### Records supplied:
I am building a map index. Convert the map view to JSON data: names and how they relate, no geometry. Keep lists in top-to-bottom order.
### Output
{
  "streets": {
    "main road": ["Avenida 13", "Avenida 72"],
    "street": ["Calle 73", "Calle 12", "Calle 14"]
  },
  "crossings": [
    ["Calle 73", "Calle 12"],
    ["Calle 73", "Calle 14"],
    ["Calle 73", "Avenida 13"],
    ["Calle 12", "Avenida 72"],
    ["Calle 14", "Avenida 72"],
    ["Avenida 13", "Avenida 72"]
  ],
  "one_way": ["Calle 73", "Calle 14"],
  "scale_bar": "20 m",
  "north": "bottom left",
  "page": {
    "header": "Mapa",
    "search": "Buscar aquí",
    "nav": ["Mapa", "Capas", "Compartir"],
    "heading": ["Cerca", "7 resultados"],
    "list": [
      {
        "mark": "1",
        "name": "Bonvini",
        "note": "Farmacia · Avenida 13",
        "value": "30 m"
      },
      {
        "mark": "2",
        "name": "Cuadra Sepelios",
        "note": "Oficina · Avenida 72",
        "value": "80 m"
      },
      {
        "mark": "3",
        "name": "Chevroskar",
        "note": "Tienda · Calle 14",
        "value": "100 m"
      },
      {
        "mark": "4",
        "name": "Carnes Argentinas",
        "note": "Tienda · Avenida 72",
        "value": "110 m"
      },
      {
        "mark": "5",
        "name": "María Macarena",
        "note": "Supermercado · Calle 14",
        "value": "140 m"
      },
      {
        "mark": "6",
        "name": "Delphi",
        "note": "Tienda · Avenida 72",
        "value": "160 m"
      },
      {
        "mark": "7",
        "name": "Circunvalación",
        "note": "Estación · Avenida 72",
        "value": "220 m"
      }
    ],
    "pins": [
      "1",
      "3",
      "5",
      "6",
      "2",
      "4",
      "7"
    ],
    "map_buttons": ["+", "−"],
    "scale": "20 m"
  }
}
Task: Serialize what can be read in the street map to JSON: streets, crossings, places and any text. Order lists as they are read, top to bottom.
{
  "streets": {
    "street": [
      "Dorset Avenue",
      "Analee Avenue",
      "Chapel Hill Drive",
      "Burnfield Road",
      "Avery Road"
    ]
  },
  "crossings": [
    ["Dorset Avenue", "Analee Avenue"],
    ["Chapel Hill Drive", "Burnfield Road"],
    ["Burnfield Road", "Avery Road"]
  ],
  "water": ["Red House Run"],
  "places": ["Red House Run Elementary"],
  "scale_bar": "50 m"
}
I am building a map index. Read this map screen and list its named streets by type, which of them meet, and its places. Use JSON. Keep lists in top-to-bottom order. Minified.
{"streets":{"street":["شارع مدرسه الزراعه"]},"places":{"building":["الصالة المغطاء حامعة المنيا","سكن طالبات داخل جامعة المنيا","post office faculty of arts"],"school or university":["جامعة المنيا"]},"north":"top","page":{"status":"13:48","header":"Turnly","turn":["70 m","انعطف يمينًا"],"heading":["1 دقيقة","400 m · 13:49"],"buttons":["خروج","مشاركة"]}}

### Task goal:
An exact copy of every record above is needed. Write it out word for word.

### Result below:
I am building a map index. Convert the map view to JSON data: names and how they relate, no geometry. Keep lists in top-to-bottom order.
### Output
{
  "streets": {
    "main road": ["Avenida 13", "Avenida 72"],
    "street": ["Calle 73", "Calle 12", "Calle 14"]
  },
  "crossings": [
    ["Calle 73", "Calle 12"],
    ["Calle 73", "Calle 14"],
    ["Calle 73", "Avenida 13"],
    ["Calle 12", "Avenida 72"],
    ["Calle 14", "Avenida 72"],
    ["Avenida 13", "Avenida 72"]
  ],
  "one_way": ["Calle 73", "Calle 14"],
  "scale_bar": "20 m",
  "north": "bottom left",
  "page": {
    "header": "Mapa",
    "search": "Buscar aquí",
    "nav": ["Mapa", "Capas", "Compartir"],
    "heading": ["Cerca", "7 resultados"],
    "list": [
      {
        "mark": "1",
        "name": "Bonvini",
        "note": "Farmacia · Avenida 13",
        "value": "30 m"
      },
      {
        "mark": "2",
        "name": "Cuadra Sepelios",
        "note": "Oficina · Avenida 72",
        "value": "80 m"
      },
      {
        "mark": "3",
        "name": "Chevroskar",
        "note": "Tienda · Calle 14",
        "value": "100 m"
      },
      {
        "mark": "4",
        "name": "Carnes Argentinas",
        "note": "Tienda · Avenida 72",
        "value": "110 m"
      },
      {
        "mark": "5",
        "name": "María Macarena",
        "note": "Supermercado · Calle 14",
        "value": "140 m"
      },
      {
        "mark": "6",
        "name": "Delphi",
        "note": "Tienda · Avenida 72",
        "value": "160 m"
      },
      {
        "mark": "7",
        "name": "Circunvalación",
        "note": "Estación · Avenida 72",
        "value": "220 m"
      }
    ],
    "pins": [
      "1",
      "3",
      "5",
      "6",
      "2",
      "4",
      "7"
    ],
    "map_buttons": ["+", "−"],
    "scale": "20 m"
  }
}
Task: Serialize what can be read in the street map to JSON: streets, crossings, places and any text. Order lists as they are read, top to bottom.
{
  "streets": {
    "street": [
      "Dorset Avenue",
      "Analee Avenue",
      "Chapel Hill Drive",
      "Burnfield Road",
      "Avery Road"
    ]
  },
  "crossings": [
    ["Dorset Avenue", "Analee Avenue"],
    ["Chapel Hill Drive", "Burnfield Road"],
    ["Burnfield Road", "Avery Road"]
  ],
  "water": ["Red House Run"],
  "places": ["Red House Run Elementary"],
  "scale_bar": "50 m"
}
I am building a map index. Read this map screen and list its named streets by type, which of them meet, and its places. Use JSON. Keep lists in top-to-bottom order. Minified.
{"streets":{"street":["شارع مدرسه الزراعه"]},"places":{"building":["الصالة المغطاء حامعة المنيا","سكن طالبات داخل جامعة المنيا","post office faculty of arts"],"school or university":["جامعة المنيا"]},"north":"top","page":{"status":"13:48","header":"Turnly","turn":["70 m","انعطف يمينًا"],"heading":["1 دقيقة","400 m · 13:49"],"buttons":["خروج","مشاركة"]}}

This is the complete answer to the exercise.